Exercise objective:
Which lines below hold the word "nowrap"? Copy all of them.

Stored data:
┏━━
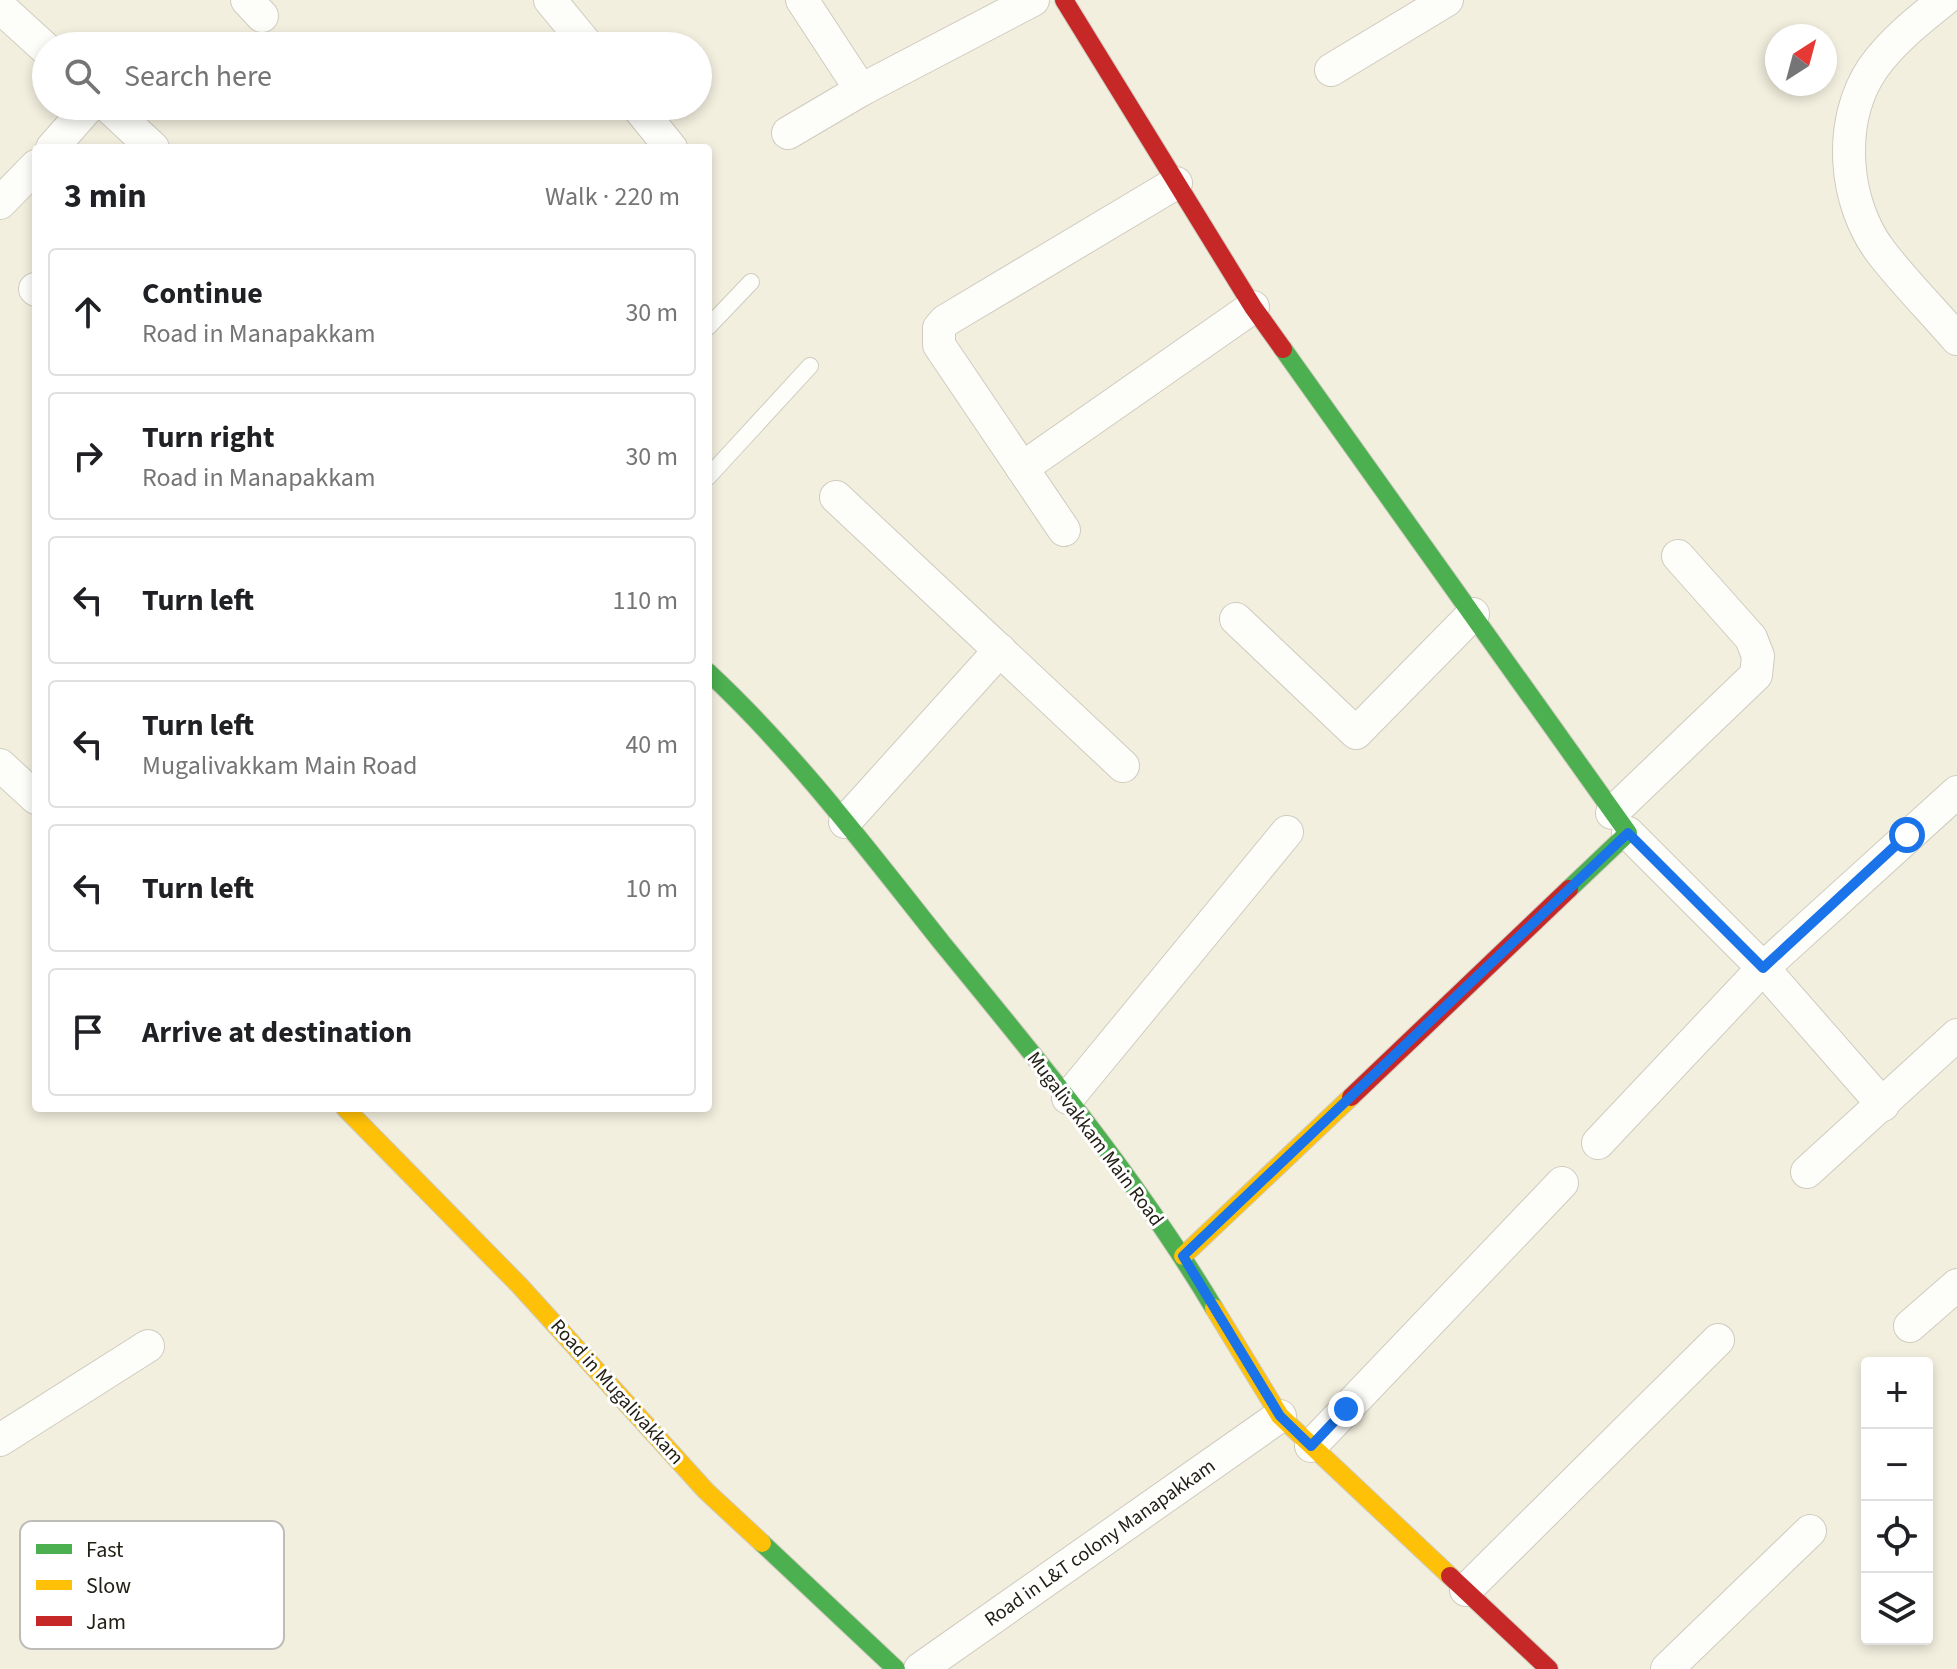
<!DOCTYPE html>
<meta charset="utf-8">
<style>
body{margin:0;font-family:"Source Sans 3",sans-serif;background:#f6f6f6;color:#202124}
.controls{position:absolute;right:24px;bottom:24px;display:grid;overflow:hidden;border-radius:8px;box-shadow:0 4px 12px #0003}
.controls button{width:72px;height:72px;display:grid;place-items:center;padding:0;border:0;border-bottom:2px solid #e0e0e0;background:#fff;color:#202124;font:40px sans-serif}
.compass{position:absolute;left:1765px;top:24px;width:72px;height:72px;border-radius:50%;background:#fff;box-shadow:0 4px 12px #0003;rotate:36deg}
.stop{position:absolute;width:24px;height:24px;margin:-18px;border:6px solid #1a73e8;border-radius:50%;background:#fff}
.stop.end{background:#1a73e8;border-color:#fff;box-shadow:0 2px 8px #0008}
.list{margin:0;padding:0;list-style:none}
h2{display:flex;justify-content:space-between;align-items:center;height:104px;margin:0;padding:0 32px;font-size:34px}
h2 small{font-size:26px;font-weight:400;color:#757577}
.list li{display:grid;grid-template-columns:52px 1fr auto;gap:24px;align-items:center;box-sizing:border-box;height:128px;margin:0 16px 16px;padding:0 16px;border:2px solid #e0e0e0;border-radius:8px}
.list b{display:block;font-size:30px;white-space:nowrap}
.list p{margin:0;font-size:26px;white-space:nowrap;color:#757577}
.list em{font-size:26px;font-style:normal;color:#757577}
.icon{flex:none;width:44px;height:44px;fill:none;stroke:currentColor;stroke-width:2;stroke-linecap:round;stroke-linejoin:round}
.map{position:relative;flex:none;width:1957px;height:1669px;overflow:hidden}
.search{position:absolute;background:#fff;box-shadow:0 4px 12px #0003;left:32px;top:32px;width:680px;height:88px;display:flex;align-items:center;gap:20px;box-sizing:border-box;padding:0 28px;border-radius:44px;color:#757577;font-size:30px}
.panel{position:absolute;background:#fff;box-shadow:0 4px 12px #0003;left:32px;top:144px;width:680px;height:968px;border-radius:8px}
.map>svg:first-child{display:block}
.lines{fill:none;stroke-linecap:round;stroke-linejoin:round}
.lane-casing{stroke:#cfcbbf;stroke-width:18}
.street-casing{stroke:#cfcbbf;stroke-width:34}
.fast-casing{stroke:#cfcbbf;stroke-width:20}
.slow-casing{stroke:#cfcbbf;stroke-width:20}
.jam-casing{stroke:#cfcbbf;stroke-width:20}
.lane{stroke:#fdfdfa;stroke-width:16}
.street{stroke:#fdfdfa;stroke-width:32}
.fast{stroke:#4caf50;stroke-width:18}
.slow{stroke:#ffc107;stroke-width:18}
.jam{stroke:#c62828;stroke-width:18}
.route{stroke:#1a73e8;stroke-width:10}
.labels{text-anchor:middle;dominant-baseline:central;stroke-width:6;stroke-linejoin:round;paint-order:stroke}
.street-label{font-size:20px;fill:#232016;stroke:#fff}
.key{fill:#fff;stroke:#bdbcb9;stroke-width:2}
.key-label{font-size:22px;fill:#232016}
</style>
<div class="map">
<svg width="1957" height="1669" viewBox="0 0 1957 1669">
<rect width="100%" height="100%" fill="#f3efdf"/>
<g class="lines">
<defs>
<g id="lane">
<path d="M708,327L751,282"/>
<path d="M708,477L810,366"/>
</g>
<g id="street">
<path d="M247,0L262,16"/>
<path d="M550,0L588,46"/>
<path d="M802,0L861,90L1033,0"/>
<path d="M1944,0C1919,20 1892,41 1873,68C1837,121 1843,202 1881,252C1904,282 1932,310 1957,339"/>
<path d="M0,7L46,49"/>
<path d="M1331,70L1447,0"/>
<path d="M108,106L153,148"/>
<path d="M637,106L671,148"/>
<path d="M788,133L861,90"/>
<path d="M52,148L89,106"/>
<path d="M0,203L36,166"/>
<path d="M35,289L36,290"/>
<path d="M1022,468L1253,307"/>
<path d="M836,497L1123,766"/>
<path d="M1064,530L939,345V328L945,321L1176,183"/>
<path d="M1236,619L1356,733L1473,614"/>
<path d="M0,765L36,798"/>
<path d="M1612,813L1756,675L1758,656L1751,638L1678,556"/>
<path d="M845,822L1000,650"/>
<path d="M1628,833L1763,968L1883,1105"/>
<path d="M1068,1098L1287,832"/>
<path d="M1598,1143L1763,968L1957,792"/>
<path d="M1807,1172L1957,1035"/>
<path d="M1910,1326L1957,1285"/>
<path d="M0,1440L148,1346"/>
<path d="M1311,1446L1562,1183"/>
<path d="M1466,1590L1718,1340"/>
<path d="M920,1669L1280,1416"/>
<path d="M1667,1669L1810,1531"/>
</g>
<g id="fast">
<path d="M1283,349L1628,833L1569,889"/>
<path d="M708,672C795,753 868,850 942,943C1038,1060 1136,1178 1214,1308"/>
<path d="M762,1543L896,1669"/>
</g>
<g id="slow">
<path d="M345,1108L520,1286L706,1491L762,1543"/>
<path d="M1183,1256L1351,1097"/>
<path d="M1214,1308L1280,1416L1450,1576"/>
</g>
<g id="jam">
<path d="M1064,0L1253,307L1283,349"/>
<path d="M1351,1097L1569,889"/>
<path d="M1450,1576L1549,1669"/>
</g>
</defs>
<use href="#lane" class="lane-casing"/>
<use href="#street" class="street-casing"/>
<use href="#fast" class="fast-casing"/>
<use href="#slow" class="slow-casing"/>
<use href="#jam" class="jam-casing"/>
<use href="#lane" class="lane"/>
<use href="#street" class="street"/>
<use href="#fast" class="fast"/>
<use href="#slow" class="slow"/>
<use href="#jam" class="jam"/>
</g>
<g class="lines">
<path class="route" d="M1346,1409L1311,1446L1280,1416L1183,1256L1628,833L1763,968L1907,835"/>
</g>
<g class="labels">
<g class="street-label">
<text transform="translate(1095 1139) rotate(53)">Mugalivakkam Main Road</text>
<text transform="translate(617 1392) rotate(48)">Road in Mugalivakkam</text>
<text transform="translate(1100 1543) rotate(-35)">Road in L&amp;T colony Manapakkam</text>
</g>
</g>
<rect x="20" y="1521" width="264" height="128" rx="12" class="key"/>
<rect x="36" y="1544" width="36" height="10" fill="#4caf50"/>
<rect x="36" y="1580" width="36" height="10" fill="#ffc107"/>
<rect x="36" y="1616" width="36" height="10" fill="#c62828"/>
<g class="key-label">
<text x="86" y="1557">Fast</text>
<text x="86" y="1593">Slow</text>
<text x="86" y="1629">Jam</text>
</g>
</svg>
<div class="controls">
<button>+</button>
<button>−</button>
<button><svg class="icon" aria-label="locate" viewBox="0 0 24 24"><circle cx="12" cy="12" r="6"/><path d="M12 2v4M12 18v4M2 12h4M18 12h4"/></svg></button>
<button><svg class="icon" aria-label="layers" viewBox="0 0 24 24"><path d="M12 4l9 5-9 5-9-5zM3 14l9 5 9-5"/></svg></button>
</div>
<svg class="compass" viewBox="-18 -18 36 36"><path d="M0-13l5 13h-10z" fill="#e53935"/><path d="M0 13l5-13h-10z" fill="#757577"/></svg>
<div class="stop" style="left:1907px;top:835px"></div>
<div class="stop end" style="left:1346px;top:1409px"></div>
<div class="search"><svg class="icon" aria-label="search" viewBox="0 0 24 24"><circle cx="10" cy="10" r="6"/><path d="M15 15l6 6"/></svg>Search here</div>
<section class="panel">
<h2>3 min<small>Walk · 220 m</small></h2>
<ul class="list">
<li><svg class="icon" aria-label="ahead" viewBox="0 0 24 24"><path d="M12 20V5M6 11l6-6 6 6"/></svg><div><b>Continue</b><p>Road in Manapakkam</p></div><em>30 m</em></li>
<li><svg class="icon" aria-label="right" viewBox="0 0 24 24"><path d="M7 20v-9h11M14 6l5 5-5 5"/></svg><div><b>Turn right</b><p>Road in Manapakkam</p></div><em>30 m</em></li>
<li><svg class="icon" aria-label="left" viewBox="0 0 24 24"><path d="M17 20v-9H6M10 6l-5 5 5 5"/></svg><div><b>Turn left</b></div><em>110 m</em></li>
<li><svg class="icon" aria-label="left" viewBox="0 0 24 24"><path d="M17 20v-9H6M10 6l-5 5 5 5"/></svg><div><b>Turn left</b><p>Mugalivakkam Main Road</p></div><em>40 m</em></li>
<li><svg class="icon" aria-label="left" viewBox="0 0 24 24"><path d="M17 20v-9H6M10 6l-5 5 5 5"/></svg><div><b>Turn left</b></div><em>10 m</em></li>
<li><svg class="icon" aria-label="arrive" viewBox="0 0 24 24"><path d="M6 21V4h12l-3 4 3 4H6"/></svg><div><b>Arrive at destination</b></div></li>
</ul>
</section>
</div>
┗━━
The completed task:
.list b{display:block;font-size:30px;white-space:nowrap}
.list p{margin:0;font-size:26px;white-space:nowrap;color:#757577}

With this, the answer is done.